Gleichzeitig spricht aus den Variationen meiner Frage eine Leere in Form von Hunger, Langeweile und lähmender Sinnlosigkeit, die alles zu verschlingen droht. Und nur eine Frage steht zwischen dem gähnenden Abgrund und einer rettenden Entscheidung: Was soll ich kochen?
Die meisten Leser*innen werden bei dieser Frage glücklicherweise nicht als erstes an die sich täglich wiederholende Misere denken, wenn man schlicht nichts hat, das man kochen könnte. Ich werde jetzt auch nicht in Dickensscher Manier den Finger erheben und alle zur Demut aufrufen (höchstens diejenigen, die in Google die Frage nach dem Weihnachtswunsch gestellt haben). Denn die Wahrheit ist, dass ich persönlich bestenfalls bei spontanen Einladungen in Studierenden-WGs mit Lebensmittelmangel konfrontiert war und selbst da konnte man die Prix Garantie-Nudeln mit der letzten verhutzelten Knoblauchzehe zu ‹Spaghetti con aglio e olio› nobilitieren.
Die essenzielle Notwendigkeit des Essens schwingt bei der Frage aber immer mit, auch wenn sie vielen im eigenen Alltag nur noch in Form von dystopischen Serien auf Netflix in Erinnerung gerufen wird. Selbst die Google-Suche reflektiert das Primat der unausweichlichen Frage, die noch vor den kapitalistisch-algorithmischen Suchvorschlägen unangefochten an erster Stelle steht. Erst kommt das Fressen.

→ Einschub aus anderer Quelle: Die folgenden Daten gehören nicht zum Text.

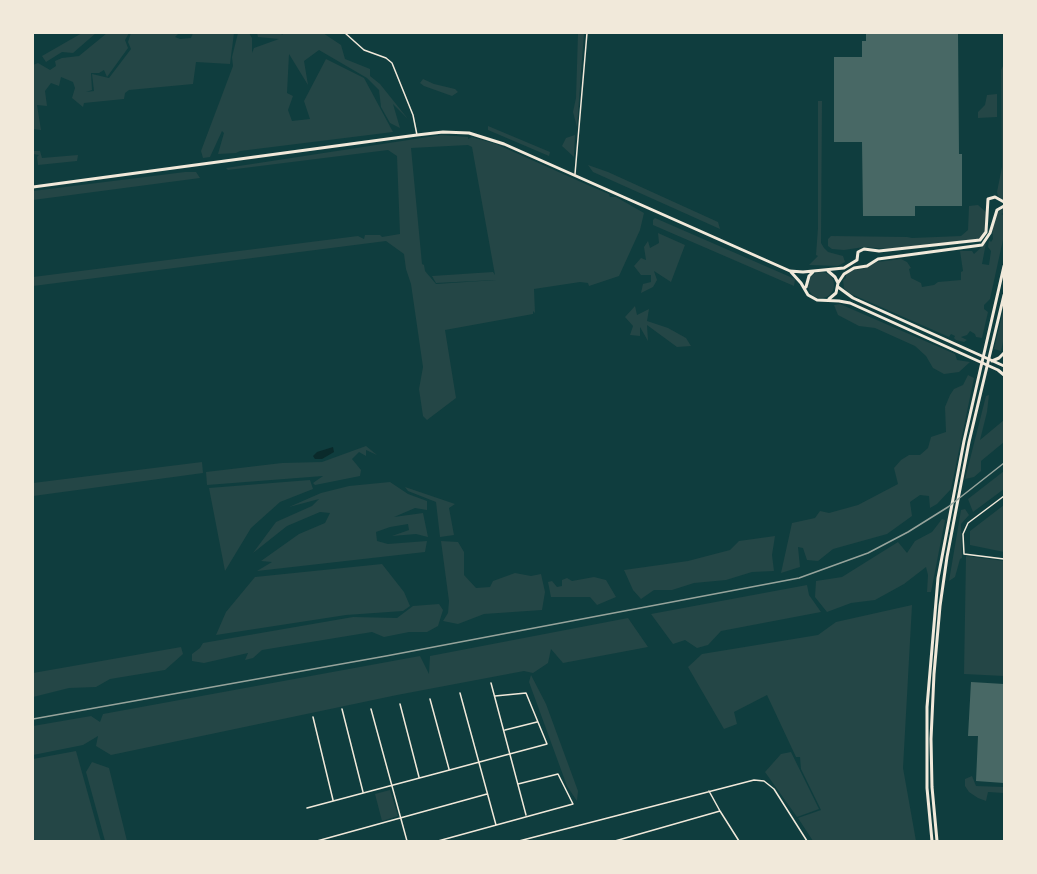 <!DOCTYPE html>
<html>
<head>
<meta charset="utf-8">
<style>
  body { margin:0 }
  #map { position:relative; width:1037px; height:874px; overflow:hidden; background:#0f3d3e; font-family:"DM Sans",sans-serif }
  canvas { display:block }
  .frame { position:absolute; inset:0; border:34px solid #f1e9da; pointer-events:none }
</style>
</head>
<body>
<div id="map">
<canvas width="1037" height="874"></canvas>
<div class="frame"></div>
</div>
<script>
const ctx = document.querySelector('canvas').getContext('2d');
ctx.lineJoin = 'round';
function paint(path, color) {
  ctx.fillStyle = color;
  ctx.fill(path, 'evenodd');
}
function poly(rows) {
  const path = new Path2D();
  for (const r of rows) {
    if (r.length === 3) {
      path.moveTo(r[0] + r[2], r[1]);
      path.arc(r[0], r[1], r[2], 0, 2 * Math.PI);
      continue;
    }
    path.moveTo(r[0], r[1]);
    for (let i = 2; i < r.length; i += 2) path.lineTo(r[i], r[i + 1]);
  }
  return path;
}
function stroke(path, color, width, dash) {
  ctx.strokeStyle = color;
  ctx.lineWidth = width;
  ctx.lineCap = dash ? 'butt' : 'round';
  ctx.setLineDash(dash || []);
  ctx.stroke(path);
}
paint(poly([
  [82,33,96,33,73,53,62,52,46,62,42,56],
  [107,33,129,33,125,40,128,48,107,77,104,70,99,73,91,73,92,90,86,92,94,91,92,74,109,78,131,49,128,42,131,33,179,33,175,37,180,39,191,38,193,33,234,33,230,64,196,62,193,84,129,90,125,93,124,99,84,103,83,107,72,98,75,88,73,82,61,77,59,86,51,83,45,91,47,106,37,105,41,130,33,129,33,65,38,63,50,70,56,66,55,61,62,58,79,56],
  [238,33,249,33,252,38,252,53,254,48,279,39,258,37,257,33,279,33,283,35,282,33,323,33,341,45,345,59,370,69,370,76,380,84,408,119,393,104,400,128,390,123,381,107,379,90,367,78,319,50,304,61,308,85,289,54,287,93,293,96,288,110,292,121,310,119,304,101,326,59,364,78,393,132,240,151,236,153,218,154,224,133,222,131,210,157,203,158,201,151,233,66,232,57],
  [578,33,584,33,577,127,573,112,576,98],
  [1004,64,1004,199,1002,199,998,196,997,192,1002,167,1001,70],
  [423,79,434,84,455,89,458,92,452,96,424,86,420,83],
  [997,94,997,117,978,118,978,112,985,105,987,95],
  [818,101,822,101,821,243,824,248,828,252,843,256,845,262,838,266,809,265,818,256,816,255,818,228],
  [488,126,550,152,549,156,488,130],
  [441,135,468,137,468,139,472,137,496,144,590,186,609,194,610,197,616,197,644,213,640,230,619,276,589,286,588,283,580,282,534,289,535,313,533,311,533,314,445,330,456,398,427,420,423,416,419,389,423,367,411,284,406,269,404,254,386,241,33,286,33,277,358,236,364,239,365,235,380,235,382,237,400,234,397,156,388,150,228,170,226,168],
  [468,145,472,147,495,275,493,272,432,276,436,283,496,280,436,284,425,271,424,265,422,264,411,148],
  [575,135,574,157,562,146,566,138],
  [33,151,40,151,42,158,78,155,77,161,38,165,37,157,39,155,33,154],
  [588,165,608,172,718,222,720,229,593,172],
  [185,172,196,172,200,178,33,200,33,191],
  [978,205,986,212,985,233,980,239,889,249,864,247,844,250,832,249,828,246,828,239,831,236,907,237,912,238,961,236,968,230,969,206],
  [1004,208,1004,213,1001,214,1004,215,1004,235,990,299,984,305,984,309,988,312,982,338,976,337,975,334,970,331,967,335,961,337,967,340,964,342,956,340,954,338,955,336,951,334,949,337,849,293,844,288,843,280,846,278,846,273,853,270,863,269,877,262,901,259,907,262,911,268,909,269,911,278,921,283,922,287,934,285,938,282,961,280,961,272,963,271,960,251,972,251,974,254,986,243,982,264,989,265,991,251,988,247,989,240,991,242,993,239,992,226,998,212],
  [655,218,795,279,794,286,653,225,653,220],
  [658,233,685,245,671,282,654,271,657,280,653,287,641,293,643,284,651,282,651,275,641,275,634,266,641,258,646,260,644,247,648,241,650,248,659,243],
  [821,285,13],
  [840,304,955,354,957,360,970,362,959,372,944,374,933,368,926,356,915,346,875,328,859,326,838,315,834,305],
  [635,306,637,315,649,309,647,321,668,328,686,338,691,346,677,347,647,325,648,341,640,327,640,336,630,335,633,326,625,317],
  [1004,307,1004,337,1001,351,994,349],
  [968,375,974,378,951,489,937,504,930,508,929,496,920,495,910,502,912,516,887,534,833,549,818,561,807,560,803,548,798,547,800,567,781,573,792,523,815,518,820,511,829,513,858,505,898,484,894,468,901,460,909,455,920,455,928,448,931,437,946,432,945,407,950,395,954,389,963,385],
  [989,395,987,412,980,440,1004,420,1004,442,981,461,981,471,974,477,965,479,986,396],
  [366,446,377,455,366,450,366,456,359,452,352,459,361,470,360,476,315,485,313,483,323,476,207,485,206,472,282,463,322,462],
  [202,462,203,473,33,496,33,483],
  [1004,471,1004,489,973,512,968,499],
  [310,480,313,489,280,502,251,528,225,571,209,488],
  [390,482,408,494,427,501,427,510,415,508,394,517,423,513,428,537,416,534,392,536,409,530,408,524,390,527,376,532,377,541,388,544,427,541,425,552,257,571,272,562,261,561,299,534,325,523,330,513,320,512,287,526,253,553,276,522,312,506,319,499,289,507,321,493,349,486],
  [405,487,455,504,449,508,454,535,440,537,436,502,408,491],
  [1004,505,1004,552,970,545,970,531],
  [965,509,969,515,961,524,962,558,960,559,955,577,949,581,961,510],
  [942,519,945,520,931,592,927,592,928,575,926,567,904,584,875,600,851,603,827,612,815,597,816,581,842,577,898,542,907,553,915,541,932,532],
  [775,536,772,555,774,571,752,572,726,580,694,583,672,590,654,590,641,599,633,590,624,570,688,561,730,550,739,541],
  [441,541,458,542,464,552,464,575,476,588,490,587,493,581,515,573,531,576,541,574,545,592,542,610,484,614,458,624,443,621,448,613,449,601],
  [966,556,1004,561,1004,676,964,674],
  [382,564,404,592,410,606,403,611,346,615,216,635,226,612,255,577],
  [594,577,606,580,616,597,597,605,590,597,551,597,548,582,552,581,557,587,562,586,562,580,567,578,572,581],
  [807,585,809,595,821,612,721,631,708,645,697,648,685,640,673,644,651,614],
  [439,604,443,610,438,626,427,632,409,632,384,637,372,632,262,650,253,658,245,660,248,653,204,663,192,661,192,654,200,648,203,643,353,617,397,618,413,606],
  [912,605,903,768,916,841,813,841,798,818,821,810,801,769,800,757,796,757,767,695,734,712,737,724,724,729,688,667,702,654,818,635,836,622],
  [628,618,648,647,563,663,551,649,548,663,533,673,524,671,397,695,111,755,96,746,98,736,83,745,33,755,33,726,91,716,100,722,103,714,420,656,429,674,430,656],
  [181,647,183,654,165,670,110,679,96,687,69,688,33,697,33,673],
  [531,675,546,704,578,791,577,801,567,786,529,682],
  [76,751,101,841,33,841,33,759],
  [791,752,819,809,797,817,765,772,781,754],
  [92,762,109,768,127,841,105,841,86,772],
  [972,776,976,786,1004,787,1004,793,988,792,986,801,978,798,969,792,965,786,965,779],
  [390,790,398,816,382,821,375,794]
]), '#244646');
paint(poly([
  [333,447,334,452,322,459,315,459,313,456,317,452]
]), '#0a2a2b');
paint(poly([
  [866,33,958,33,959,154,962,154,962,206,915,206,915,216,863,216,862,142,834,142,834,57,862,57,862,41,866,41],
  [971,682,1004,684,1004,783,976,781,978,736,968,736]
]), '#486865');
stroke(poly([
  [345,33,364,50,386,58,392,63,413,115,417,135],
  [575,174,587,33],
  [1004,496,968,523,963,534,964,554,1004,559],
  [491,683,526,815],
  [460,693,496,825],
  [430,699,449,769],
  [400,704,419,777],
  [342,709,363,792],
  [371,709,407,841],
  [313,717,333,800],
  [505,730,537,722],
  [709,791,720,811],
  [307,808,547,744,526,693,495,696],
  [317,841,487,794],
  [438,841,573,804,558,774,518,784],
  [519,841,754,780,764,781,774,789,807,841],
  [615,841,720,811,739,841]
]), '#f1e9da', 1.5);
stroke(poly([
  [33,187,417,135,443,132,469,133,504,144,790,271,803,272,844,268,857,260,858,252,864,249,879,251,980,240,986,232,988,199,995,197,1004,202],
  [828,271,835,277,838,283],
  [791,272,801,283,808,295,817,300,839,301,850,303,998,370,1004,375],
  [806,287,809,276,813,272],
  [838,287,853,298,1004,366],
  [829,299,836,293,838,283,844,274,854,268,867,266,878,259,982,245,990,233,997,210,1004,206],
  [992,361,999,358,1004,353]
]), '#f1e9da', 3);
stroke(poly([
  [932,841,927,788,927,707,938,578,964,441,1004,266],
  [937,841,932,787,931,739,934,674,940,606,947,557,969,442,1004,295]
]), '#f1e9da', 3);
stroke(poly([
  [33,719,386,656,799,578,868,553,908,532,948,507,1004,463]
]), '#97a49c', 1.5);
</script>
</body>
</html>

Hat man aber mal das Problem der Nahrungsmittelsicherheit verdaut, bleibt die vordergründige Banalität einer Äusserung zurück, die oft einem Seufzen und einer lustlosen Bestandsaufnahme des Kühlschrankinhalts vorausgeht. Obwohl ich mich freimütig als Person zu erkennen gebe, die sehr gerne kocht und isst, muss ich gestehen, dass auch ich von diesem kulinarischen Ennui heimgesucht werde. Und der resultiert bei mir meistens in missmutig und trotzig im Stehen verspeisten Spiegeleiern auf Toast.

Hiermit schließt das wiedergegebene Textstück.